▸ **EXERCISE INSTRUCTIONS**: What you return must match the records word for word.

▸ **DATA**:
◆ ◆ ◆ ◆ ◆

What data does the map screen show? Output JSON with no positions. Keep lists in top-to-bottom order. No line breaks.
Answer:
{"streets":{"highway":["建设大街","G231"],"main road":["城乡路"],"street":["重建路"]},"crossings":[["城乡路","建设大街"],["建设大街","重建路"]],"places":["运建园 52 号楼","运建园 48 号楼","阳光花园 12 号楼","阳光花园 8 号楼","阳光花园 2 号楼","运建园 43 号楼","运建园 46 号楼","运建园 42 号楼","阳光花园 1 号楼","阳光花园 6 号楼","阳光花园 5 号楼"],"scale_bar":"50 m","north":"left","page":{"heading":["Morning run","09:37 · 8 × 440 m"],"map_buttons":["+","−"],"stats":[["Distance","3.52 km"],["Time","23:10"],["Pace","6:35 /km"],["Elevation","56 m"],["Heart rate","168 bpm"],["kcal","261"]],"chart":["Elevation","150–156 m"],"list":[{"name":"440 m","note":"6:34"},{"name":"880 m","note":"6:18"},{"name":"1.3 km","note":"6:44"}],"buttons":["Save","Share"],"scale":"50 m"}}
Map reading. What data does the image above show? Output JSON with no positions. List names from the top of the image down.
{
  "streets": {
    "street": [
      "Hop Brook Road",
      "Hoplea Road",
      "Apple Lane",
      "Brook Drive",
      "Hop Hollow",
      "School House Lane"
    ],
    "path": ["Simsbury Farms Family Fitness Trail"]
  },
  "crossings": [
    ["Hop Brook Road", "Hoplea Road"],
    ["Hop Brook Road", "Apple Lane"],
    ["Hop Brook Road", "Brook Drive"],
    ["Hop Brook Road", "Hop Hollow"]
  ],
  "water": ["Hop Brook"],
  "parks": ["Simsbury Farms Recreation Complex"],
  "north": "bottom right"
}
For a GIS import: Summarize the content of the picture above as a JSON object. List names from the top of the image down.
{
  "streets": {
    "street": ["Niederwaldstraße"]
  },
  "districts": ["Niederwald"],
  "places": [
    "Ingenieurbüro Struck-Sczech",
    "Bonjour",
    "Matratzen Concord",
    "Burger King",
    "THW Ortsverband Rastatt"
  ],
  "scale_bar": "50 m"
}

◆ ◆ ◆ ◆ ◆

▸ **OUTPUT FOR THIS TASK**:
What data does the map screen show? Output JSON with no positions. Keep lists in top-to-bottom order. No line breaks.
Answer:
{"streets":{"highway":["建设大街","G231"],"main road":["城乡路"],"street":["重建路"]},"crossings":[["城乡路","建设大街"],["建设大街","重建路"]],"places":["运建园 52 号楼","运建园 48 号楼","阳光花园 12 号楼","阳光花园 8 号楼","阳光花园 2 号楼","运建园 43 号楼","运建园 46 号楼","运建园 42 号楼","阳光花园 1 号楼","阳光花园 6 号楼","阳光花园 5 号楼"],"scale_bar":"50 m","north":"left","page":{"heading":["Morning run","09:37 · 8 × 440 m"],"map_buttons":["+","−"],"stats":[["Distance","3.52 km"],["Time","23:10"],["Pace","6:35 /km"],["Elevation","56 m"],["Heart rate","168 bpm"],["kcal","261"]],"chart":["Elevation","150–156 m"],"list":[{"name":"440 m","note":"6:34"},{"name":"880 m","note":"6:18"},{"name":"1.3 km","note":"6:44"}],"buttons":["Save","Share"],"scale":"50 m"}}
Map reading. What data does the image above show? Output JSON with no positions. List names from the top of the image down.
{
  "streets": {
    "street": [
      "Hop Brook Road",
      "Hoplea Road",
      "Apple Lane",
      "Brook Drive",
      "Hop Hollow",
      "School House Lane"
    ],
    "path": ["Simsbury Farms Family Fitness Trail"]
  },
  "crossings": [
    ["Hop Brook Road", "Hoplea Road"],
    ["Hop Brook Road", "Apple Lane"],
    ["Hop Brook Road", "Brook Drive"],
    ["Hop Brook Road", "Hop Hollow"]
  ],
  "water": ["Hop Brook"],
  "parks": ["Simsbury Farms Recreation Complex"],
  "north": "bottom right"
}
For a GIS import: Summarize the content of the picture above as a JSON object. List names from the top of the image down.
{
  "streets": {
    "street": ["Niederwaldstraße"]
  },
  "districts": ["Niederwald"],
  "places": [
    "Ingenieurbüro Struck-Sczech",
    "Bonjour",
    "Matratzen Concord",
    "Burger King",
    "THW Ortsverband Rastatt"
  ],
  "scale_bar": "50 m"
}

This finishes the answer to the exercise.